(Supplied records)

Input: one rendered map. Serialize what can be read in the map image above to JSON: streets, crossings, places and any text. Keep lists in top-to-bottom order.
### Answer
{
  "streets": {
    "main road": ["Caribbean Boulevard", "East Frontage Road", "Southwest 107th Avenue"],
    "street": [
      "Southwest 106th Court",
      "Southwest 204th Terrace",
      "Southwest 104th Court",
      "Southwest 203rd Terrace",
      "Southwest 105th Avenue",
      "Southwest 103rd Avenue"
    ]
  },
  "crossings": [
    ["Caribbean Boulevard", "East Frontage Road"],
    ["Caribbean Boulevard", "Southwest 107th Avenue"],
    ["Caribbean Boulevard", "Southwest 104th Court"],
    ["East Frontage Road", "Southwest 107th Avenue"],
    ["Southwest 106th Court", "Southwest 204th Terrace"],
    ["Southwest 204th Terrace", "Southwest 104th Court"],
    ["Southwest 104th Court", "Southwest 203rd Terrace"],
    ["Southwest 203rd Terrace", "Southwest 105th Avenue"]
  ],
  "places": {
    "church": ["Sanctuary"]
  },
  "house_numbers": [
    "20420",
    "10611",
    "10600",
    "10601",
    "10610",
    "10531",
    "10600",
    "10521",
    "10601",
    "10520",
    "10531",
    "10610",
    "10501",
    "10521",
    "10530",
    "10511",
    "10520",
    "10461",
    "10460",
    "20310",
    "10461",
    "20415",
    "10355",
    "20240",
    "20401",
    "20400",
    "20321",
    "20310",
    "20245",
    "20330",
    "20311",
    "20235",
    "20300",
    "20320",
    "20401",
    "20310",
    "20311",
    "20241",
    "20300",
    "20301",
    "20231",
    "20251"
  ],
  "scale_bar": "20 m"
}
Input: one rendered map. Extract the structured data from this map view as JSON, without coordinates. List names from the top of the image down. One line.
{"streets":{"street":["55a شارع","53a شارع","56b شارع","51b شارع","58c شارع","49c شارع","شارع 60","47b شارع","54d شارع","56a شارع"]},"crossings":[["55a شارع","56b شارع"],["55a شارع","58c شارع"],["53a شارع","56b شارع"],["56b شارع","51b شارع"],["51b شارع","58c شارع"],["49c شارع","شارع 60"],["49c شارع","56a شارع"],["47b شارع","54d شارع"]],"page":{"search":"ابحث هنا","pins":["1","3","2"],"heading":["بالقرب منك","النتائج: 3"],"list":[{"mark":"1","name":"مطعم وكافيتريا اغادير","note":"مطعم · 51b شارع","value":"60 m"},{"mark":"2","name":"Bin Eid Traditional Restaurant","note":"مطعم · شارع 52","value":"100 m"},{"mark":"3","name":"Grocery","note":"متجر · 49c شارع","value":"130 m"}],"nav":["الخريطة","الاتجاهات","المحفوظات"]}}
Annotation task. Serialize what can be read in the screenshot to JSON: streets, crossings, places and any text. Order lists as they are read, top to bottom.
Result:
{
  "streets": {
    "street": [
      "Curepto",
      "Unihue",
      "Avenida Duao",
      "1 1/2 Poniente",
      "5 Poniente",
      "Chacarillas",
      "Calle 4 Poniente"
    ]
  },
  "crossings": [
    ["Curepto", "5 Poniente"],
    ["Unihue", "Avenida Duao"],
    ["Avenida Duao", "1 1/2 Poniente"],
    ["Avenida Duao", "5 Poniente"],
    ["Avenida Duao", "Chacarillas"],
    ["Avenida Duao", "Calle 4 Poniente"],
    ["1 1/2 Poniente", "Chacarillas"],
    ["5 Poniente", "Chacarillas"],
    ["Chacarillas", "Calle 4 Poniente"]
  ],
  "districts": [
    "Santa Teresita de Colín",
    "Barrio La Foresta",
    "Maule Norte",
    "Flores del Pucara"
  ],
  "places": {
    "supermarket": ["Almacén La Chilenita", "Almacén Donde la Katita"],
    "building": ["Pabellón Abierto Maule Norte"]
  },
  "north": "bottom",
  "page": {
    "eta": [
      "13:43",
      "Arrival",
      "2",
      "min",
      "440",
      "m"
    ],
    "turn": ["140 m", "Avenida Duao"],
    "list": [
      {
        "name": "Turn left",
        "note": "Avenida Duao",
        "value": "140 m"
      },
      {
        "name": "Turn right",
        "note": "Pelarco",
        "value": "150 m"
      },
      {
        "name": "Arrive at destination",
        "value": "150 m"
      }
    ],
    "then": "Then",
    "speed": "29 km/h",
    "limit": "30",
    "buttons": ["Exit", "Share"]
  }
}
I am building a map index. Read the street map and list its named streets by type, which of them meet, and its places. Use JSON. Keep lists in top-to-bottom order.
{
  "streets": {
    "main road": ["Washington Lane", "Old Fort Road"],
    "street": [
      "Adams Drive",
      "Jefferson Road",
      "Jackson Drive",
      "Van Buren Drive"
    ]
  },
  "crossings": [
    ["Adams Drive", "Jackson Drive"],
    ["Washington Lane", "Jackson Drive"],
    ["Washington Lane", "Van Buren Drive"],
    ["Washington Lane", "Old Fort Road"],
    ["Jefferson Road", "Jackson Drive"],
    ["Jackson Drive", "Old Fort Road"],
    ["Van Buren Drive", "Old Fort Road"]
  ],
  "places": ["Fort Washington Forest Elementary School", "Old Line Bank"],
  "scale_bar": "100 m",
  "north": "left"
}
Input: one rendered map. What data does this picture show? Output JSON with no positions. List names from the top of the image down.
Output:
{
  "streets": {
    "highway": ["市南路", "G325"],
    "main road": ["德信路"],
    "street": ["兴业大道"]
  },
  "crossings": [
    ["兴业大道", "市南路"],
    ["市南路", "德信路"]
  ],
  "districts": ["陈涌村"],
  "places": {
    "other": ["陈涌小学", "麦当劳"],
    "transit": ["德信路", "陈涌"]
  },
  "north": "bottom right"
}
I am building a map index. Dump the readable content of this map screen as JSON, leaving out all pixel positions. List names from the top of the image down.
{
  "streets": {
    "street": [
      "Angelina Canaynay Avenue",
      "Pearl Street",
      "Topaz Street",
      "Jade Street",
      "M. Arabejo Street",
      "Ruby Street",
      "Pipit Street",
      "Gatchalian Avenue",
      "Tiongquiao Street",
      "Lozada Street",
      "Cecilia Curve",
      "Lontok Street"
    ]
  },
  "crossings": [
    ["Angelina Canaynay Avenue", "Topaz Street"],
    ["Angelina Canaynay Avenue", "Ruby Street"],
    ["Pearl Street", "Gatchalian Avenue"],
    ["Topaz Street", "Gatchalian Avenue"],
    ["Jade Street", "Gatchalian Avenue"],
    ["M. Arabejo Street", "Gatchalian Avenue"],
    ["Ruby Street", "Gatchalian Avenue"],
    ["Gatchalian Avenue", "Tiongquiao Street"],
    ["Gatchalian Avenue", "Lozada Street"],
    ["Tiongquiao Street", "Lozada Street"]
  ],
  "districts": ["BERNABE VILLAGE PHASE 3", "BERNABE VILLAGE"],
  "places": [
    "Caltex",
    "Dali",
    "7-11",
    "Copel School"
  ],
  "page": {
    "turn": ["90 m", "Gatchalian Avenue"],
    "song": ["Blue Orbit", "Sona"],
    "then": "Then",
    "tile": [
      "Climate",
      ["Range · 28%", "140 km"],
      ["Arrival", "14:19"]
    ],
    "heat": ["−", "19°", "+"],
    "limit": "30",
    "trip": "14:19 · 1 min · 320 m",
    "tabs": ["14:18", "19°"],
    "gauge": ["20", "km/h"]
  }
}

(End Supplied records)

Task objective:
What lines of the material above contain "Terrace"? Return each of them.

Answer section:
      "Southwest 204th Terrace",
      "Southwest 203rd Terrace",
    ["Southwest 106th Court", "Southwest 204th Terrace"],
    ["Southwest 204th Terrace", "Southwest 104th Court"],
    ["Southwest 104th Court", "Southwest 203rd Terrace"],
    ["Southwest 203rd Terrace", "Southwest 105th Avenue"]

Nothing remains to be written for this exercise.